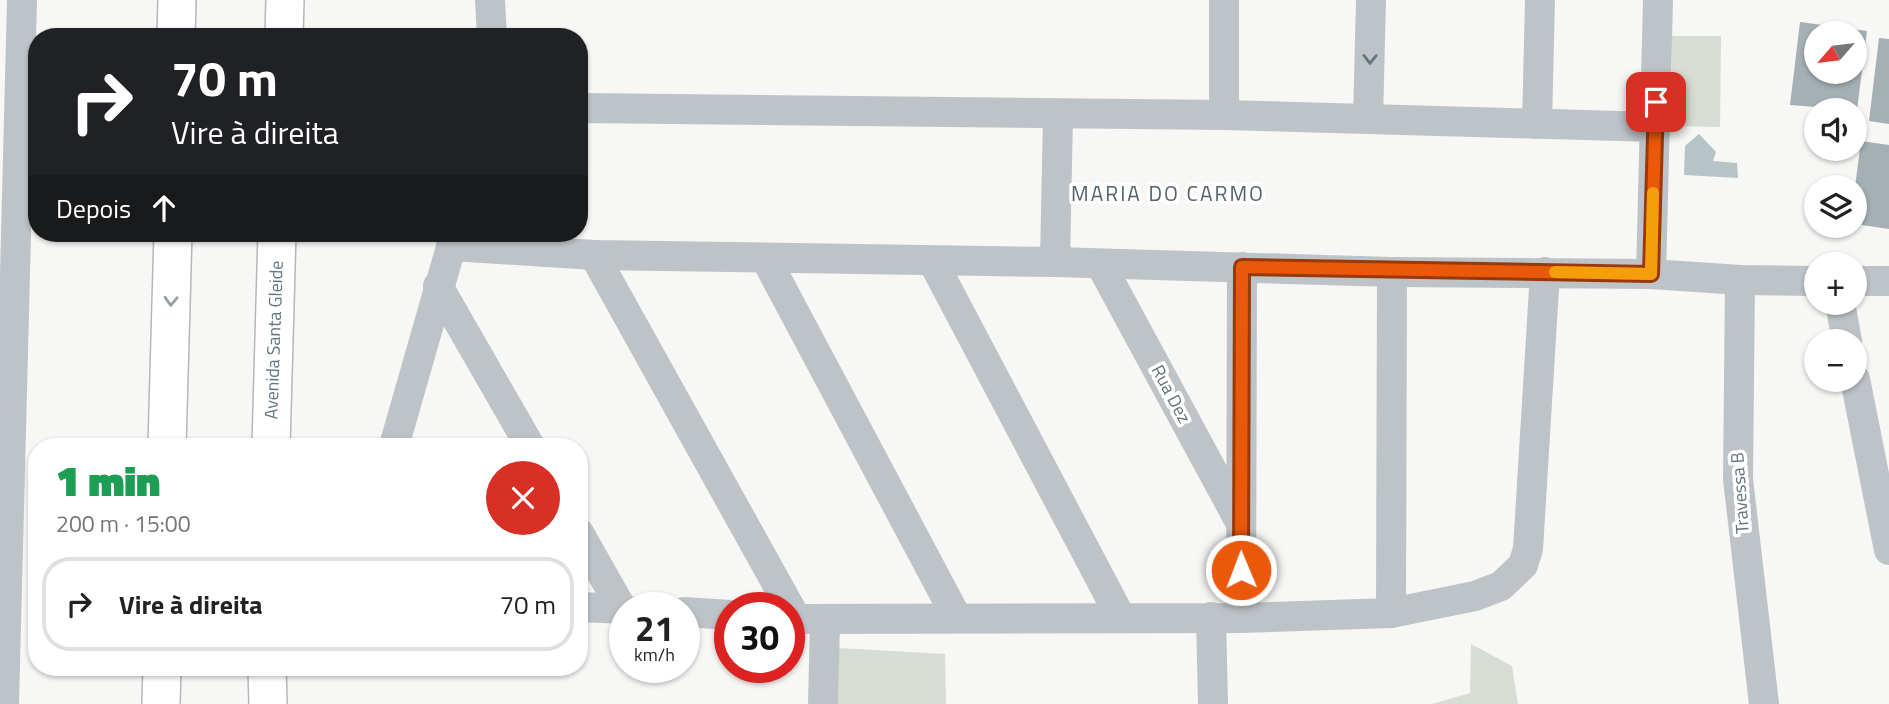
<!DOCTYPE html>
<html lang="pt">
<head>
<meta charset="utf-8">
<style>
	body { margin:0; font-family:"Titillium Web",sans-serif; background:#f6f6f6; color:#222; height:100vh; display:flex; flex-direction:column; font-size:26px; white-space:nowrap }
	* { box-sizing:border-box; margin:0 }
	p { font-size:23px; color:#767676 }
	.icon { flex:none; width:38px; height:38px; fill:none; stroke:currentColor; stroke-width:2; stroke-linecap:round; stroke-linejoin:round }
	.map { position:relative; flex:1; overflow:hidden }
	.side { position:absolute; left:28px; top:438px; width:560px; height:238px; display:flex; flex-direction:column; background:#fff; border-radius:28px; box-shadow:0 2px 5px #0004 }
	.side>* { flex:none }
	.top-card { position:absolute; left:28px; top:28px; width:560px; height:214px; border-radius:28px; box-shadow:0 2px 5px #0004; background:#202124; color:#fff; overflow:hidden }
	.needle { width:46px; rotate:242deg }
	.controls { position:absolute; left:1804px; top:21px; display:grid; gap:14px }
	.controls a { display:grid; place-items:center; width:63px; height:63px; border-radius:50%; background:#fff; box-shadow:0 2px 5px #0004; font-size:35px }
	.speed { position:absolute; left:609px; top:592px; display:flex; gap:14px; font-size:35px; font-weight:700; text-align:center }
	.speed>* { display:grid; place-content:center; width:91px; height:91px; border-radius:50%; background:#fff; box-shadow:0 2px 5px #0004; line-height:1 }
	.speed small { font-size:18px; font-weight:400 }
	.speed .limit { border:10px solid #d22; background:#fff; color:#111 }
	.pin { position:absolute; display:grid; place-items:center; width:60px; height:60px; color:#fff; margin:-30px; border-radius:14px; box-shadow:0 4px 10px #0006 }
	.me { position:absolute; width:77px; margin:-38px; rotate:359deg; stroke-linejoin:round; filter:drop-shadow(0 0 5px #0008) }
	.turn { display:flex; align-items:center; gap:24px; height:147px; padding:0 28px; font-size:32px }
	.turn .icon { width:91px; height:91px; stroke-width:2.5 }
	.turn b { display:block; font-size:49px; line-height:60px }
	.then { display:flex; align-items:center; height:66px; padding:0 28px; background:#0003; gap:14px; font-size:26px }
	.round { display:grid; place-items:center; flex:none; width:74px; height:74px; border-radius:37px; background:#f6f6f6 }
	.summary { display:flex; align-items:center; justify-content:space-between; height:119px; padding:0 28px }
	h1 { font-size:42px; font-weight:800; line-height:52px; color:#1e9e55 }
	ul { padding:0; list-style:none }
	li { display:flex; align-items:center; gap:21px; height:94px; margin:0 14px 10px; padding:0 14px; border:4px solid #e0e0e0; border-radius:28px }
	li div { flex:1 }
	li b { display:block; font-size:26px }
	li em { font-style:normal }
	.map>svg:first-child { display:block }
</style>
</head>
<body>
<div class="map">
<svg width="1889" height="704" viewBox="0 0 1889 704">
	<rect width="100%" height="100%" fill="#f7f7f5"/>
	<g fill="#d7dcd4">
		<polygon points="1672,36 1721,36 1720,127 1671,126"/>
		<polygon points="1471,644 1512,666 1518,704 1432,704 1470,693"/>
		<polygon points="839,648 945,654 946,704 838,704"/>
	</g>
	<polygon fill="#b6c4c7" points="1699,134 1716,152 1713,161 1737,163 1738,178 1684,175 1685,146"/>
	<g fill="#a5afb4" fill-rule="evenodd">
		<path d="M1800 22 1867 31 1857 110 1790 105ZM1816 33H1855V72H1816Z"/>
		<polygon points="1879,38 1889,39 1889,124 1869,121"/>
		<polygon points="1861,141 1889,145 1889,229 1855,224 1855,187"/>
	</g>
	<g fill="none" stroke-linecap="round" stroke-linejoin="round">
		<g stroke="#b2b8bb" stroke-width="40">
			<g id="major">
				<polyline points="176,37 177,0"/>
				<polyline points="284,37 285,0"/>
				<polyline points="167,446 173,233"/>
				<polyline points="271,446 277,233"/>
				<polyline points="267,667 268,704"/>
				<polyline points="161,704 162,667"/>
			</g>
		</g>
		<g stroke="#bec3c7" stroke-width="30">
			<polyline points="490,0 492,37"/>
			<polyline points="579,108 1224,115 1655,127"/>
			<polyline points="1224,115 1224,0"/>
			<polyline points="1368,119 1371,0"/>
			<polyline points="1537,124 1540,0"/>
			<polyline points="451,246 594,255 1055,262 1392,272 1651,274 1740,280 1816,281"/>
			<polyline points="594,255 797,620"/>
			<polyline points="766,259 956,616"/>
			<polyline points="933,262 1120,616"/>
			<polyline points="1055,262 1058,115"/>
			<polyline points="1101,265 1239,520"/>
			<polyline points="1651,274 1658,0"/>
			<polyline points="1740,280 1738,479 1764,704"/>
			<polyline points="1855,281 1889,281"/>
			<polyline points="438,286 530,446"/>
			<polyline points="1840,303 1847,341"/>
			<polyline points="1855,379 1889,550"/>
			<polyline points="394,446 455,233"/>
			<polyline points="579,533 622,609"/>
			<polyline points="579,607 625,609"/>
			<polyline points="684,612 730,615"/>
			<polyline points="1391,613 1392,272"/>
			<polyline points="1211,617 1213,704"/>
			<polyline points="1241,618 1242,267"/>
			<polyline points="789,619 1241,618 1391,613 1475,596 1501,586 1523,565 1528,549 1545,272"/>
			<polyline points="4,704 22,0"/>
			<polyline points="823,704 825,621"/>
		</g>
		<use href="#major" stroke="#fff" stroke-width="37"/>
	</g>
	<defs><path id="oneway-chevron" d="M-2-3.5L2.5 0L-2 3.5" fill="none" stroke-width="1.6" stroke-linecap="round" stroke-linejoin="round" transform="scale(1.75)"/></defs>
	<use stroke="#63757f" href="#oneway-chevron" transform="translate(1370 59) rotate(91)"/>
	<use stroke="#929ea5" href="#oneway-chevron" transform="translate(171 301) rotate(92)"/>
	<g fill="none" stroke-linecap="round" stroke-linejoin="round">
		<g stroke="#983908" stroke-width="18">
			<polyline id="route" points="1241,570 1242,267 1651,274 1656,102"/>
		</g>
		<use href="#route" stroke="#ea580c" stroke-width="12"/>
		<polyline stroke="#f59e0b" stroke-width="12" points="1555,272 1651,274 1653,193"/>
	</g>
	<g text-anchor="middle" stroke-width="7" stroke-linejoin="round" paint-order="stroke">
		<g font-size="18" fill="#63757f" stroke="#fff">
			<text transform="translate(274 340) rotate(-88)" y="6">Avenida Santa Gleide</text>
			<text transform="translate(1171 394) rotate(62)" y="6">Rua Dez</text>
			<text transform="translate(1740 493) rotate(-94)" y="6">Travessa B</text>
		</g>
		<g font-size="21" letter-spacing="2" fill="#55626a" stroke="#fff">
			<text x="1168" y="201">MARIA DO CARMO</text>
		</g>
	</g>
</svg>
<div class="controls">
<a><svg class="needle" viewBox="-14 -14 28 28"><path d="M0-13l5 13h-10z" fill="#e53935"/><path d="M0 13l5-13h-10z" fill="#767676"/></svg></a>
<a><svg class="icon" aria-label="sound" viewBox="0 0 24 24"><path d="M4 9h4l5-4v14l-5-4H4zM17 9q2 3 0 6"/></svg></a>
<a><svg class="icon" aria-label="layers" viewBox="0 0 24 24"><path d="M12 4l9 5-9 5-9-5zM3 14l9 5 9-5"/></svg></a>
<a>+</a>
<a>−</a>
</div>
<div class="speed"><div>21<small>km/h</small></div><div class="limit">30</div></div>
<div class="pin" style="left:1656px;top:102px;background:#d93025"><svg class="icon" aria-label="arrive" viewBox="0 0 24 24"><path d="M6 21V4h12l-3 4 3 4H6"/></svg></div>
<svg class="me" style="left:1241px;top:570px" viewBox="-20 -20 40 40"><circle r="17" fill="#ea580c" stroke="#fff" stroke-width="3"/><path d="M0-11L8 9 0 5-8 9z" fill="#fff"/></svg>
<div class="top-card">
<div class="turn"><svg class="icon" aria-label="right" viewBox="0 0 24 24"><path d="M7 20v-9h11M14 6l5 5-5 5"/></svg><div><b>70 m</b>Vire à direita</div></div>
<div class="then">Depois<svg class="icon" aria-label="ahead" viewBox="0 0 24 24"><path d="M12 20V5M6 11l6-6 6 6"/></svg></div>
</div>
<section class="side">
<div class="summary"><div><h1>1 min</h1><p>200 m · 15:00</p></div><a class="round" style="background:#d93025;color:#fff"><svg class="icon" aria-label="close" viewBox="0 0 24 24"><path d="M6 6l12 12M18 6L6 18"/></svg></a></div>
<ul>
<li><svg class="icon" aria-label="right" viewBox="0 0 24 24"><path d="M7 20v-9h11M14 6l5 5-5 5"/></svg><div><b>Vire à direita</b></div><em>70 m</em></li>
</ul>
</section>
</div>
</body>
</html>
···
§ What to produce:
Copy, word for word, the entries above from the first line to the line that holds "background:#f6f6f6; color:#222; height:100vh;". Drop the pictures.

§ Result below:
<!DOCTYPE html>
<html lang="pt">
<head>
<meta charset="utf-8">
<style>
	body { margin:0; font-family:"Titillium Web",sans-serif; background:#f6f6f6; color:#222; height:100vh; display:flex; flex-direction:column; font-size:26px; white-space:nowrap }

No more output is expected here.